Operation Crossbow - V-2 Countermeasures

V-2 Countermeasures

The Bodyline Scientific Committee (19 members, including Duncan Sandys, Edward Victor Appleton, John Cockcroft, Robert Watson-Watt) was formed in September 1943 regarding the suspected V-2 rocket, and after the 1944 crash of a test V-2 in Sweden, "transmitters to jam the guidance system of the rocket" were prepared. A British sound-ranging system provided "trajectory from which the general launching area could be determined," and the microphone(s) in East Kent reported the times of the first V-2 strikes on September 8, 1944: 18:40:52 and 18:41:08. On March 21, 1945, the plan for the "Engagement of Long Range Rockets with AA Gunfire" which called for anti-aircraft units to fire into a radar-predicted airspace to intercept the V-2 was ready, but the plan was not used due to the danger of shells falling on Greater London.

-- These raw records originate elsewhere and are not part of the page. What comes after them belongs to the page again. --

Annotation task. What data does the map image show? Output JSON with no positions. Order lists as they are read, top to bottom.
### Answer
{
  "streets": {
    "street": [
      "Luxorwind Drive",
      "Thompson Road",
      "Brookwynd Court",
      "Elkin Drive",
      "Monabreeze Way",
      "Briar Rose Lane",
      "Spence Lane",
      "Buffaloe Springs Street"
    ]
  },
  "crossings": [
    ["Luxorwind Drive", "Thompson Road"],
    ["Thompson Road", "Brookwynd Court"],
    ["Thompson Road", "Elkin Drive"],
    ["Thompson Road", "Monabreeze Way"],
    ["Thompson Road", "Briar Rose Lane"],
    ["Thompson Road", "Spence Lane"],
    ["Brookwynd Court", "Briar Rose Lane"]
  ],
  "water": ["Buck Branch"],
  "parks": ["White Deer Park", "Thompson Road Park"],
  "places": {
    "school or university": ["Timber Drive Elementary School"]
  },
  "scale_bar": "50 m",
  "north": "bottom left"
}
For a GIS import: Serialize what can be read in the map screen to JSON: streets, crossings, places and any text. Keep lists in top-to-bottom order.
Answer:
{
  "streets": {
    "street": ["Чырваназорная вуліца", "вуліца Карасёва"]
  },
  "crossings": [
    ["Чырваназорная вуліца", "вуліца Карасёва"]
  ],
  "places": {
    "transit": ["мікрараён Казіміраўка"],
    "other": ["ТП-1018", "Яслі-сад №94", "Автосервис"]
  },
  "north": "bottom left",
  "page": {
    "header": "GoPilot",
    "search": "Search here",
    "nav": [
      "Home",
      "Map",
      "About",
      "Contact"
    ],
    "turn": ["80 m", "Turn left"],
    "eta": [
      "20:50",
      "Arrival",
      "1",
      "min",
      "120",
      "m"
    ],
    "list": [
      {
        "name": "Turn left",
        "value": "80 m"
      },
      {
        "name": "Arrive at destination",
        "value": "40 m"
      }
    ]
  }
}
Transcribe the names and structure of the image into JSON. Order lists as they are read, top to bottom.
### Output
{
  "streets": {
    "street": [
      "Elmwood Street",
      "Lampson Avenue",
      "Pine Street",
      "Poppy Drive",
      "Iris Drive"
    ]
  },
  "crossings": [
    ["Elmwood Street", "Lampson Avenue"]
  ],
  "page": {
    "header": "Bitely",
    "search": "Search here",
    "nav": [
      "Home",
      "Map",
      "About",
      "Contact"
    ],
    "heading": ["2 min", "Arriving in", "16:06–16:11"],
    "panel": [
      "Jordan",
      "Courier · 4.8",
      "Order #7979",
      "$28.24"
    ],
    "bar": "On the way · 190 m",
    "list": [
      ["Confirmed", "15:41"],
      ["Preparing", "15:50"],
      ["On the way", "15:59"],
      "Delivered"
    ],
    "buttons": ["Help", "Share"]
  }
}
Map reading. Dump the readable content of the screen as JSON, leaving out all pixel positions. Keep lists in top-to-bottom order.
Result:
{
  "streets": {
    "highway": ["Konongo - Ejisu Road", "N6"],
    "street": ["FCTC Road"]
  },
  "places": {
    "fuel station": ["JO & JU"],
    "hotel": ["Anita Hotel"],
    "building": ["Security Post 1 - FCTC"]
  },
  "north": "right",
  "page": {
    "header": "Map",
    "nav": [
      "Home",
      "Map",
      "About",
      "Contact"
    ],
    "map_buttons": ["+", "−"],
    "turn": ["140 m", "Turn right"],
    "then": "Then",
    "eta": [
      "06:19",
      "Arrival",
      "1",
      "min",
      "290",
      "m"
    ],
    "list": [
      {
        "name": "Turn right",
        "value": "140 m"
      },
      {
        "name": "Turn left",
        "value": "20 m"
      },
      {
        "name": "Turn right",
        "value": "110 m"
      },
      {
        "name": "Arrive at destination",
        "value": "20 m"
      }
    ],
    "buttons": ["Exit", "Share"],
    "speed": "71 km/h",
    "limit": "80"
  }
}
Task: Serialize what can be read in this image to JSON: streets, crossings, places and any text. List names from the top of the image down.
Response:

Happenstance instances of Allied aircraft engaging launched V-2 rockets include the following:

  • on February 14, 1945, a No. 602 Squadron RAF Spitfire wingman fired at a V-2 just after launch
  • on October 29, 1944, Lieutenants Donald A. Schultz and Charles M. Crane in a P-38 Lightning attempted to photograph a launched V-2 above the trees near the River Rhine,
  • on January 1, 1945, a 4th Fighter Group pilot aloft over the northern flightpath for attacking elements of five German fighter wings on Unternehmen Bodenplatte that day, observed a Big Ben "act up for firing near Lochem ... the rocket was immediately tilted from 85 deg. to 30 deg",
  • a B-24 Liberator of the 34th Bombardment Group over the Low Countries at ~10,000 feet saw a rocket climb through the formation like "a telephone pole with fire squirting from out of its tail. ...a left waist gunner in our squadron let fly a burst and down it went". The unit painted a V-2 on the B-24 such as one would mark a downed enemy aircraft.

After the last combat V-2 launch on March 27, 1945, the British discontinued their use of radar in the defence region to detect V-2 launches on April 13.